* _Exercise directions_
In the records below, find the lines that include "lane" and copy each.

Stored data entries:
--- --- ---
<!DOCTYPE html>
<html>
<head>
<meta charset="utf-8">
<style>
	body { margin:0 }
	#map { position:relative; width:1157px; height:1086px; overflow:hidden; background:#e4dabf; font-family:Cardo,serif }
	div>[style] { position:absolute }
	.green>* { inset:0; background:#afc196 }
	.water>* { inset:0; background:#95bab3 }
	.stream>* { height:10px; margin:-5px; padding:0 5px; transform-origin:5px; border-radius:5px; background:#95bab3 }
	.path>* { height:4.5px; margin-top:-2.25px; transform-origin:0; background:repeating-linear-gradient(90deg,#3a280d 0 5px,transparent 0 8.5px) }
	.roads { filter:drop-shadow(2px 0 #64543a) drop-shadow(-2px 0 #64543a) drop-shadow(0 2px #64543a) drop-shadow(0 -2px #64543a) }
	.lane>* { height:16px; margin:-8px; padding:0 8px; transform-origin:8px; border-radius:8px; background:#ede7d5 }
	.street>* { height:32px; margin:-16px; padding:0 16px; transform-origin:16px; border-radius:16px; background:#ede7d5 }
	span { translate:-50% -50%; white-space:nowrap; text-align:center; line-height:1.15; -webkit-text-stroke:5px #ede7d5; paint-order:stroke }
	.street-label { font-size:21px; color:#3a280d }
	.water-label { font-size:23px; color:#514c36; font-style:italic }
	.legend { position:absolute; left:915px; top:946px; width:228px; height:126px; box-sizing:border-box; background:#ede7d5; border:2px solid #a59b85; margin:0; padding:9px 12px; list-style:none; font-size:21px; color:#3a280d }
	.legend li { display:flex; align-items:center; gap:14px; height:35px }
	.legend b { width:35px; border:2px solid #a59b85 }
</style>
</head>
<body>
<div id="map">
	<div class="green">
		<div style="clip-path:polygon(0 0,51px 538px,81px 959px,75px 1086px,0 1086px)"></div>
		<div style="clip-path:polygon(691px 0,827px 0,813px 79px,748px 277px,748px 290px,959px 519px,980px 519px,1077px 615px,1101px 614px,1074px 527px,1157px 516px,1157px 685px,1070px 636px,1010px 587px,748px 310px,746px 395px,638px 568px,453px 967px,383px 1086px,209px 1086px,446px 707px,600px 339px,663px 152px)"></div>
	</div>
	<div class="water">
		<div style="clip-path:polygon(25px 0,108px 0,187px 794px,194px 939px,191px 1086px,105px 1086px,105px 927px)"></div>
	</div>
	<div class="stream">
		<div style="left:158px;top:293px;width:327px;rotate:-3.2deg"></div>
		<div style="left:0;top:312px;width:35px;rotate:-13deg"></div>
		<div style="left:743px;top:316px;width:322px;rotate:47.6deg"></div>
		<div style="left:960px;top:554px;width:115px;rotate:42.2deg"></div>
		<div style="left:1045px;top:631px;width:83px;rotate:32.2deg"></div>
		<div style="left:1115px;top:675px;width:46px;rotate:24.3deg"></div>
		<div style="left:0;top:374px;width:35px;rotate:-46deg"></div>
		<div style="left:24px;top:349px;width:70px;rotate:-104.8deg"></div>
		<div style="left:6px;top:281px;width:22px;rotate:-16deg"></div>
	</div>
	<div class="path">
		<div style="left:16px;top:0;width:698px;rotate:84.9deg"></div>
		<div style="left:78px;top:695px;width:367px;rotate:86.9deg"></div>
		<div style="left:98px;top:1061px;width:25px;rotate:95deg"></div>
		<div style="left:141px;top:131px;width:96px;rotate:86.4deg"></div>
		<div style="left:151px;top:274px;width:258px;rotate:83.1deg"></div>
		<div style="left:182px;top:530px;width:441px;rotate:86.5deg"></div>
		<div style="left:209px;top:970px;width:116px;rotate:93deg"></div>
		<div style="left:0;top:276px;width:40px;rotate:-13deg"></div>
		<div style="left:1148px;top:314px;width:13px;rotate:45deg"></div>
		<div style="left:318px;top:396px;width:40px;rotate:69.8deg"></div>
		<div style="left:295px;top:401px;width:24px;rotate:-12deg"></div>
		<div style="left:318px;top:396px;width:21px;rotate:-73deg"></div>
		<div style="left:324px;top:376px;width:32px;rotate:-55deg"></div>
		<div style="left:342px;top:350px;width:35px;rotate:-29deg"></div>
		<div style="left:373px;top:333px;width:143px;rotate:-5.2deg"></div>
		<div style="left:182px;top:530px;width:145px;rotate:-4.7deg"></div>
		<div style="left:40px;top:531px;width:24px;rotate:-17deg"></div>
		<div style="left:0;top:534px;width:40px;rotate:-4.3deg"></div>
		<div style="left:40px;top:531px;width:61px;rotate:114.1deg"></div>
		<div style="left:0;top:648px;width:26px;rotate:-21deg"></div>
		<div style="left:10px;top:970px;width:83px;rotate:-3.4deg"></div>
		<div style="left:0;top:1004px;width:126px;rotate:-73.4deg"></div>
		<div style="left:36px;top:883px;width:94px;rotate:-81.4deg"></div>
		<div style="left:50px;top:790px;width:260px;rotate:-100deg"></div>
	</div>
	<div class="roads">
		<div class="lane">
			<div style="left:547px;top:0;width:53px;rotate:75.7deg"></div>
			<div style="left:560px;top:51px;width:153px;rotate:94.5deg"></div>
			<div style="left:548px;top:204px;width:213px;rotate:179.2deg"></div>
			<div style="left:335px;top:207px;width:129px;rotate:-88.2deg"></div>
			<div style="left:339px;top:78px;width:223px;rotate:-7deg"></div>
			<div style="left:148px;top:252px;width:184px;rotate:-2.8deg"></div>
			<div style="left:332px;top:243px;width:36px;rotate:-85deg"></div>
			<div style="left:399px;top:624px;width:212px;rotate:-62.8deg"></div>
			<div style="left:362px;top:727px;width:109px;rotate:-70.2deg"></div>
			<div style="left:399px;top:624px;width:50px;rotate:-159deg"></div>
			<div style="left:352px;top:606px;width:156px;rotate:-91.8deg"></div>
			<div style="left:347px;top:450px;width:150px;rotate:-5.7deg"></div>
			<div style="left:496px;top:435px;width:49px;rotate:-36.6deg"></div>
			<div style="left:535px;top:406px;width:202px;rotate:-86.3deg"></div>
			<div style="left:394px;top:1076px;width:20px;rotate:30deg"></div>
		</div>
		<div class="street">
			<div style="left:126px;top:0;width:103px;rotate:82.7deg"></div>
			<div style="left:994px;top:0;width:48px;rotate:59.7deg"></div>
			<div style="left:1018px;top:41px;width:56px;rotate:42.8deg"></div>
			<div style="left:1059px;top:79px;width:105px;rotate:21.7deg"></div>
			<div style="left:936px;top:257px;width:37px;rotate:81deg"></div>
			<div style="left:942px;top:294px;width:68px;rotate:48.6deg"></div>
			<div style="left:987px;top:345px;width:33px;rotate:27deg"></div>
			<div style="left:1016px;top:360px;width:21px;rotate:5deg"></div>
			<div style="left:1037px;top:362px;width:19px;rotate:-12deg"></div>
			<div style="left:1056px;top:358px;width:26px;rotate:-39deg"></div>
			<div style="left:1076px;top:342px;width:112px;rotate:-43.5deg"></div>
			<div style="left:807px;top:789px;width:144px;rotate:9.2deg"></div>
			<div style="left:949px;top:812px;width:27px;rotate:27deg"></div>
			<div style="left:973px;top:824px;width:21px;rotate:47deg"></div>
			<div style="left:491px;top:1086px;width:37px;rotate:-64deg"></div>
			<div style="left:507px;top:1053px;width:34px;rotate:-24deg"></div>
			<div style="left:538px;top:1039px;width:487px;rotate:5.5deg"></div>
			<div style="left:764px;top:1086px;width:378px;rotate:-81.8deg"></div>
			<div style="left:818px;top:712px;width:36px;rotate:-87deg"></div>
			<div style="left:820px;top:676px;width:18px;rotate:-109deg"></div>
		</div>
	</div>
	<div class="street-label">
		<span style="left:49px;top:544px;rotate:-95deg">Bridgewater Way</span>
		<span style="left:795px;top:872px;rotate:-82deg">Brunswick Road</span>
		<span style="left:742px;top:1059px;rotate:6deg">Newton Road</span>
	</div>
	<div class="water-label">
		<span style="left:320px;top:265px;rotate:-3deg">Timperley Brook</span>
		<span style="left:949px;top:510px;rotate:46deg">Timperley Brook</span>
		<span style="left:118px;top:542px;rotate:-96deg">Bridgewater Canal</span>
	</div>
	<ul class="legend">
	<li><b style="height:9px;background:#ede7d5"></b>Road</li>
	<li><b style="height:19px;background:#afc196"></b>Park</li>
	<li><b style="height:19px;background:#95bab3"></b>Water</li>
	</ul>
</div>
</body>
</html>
--- --- ---
* _Response to the exercise_
	.lane>* { height:16px; margin:-8px; padding:0 8px; transform-origin:8px; border-radius:8px; background:#ede7d5 }
		<div class="lane">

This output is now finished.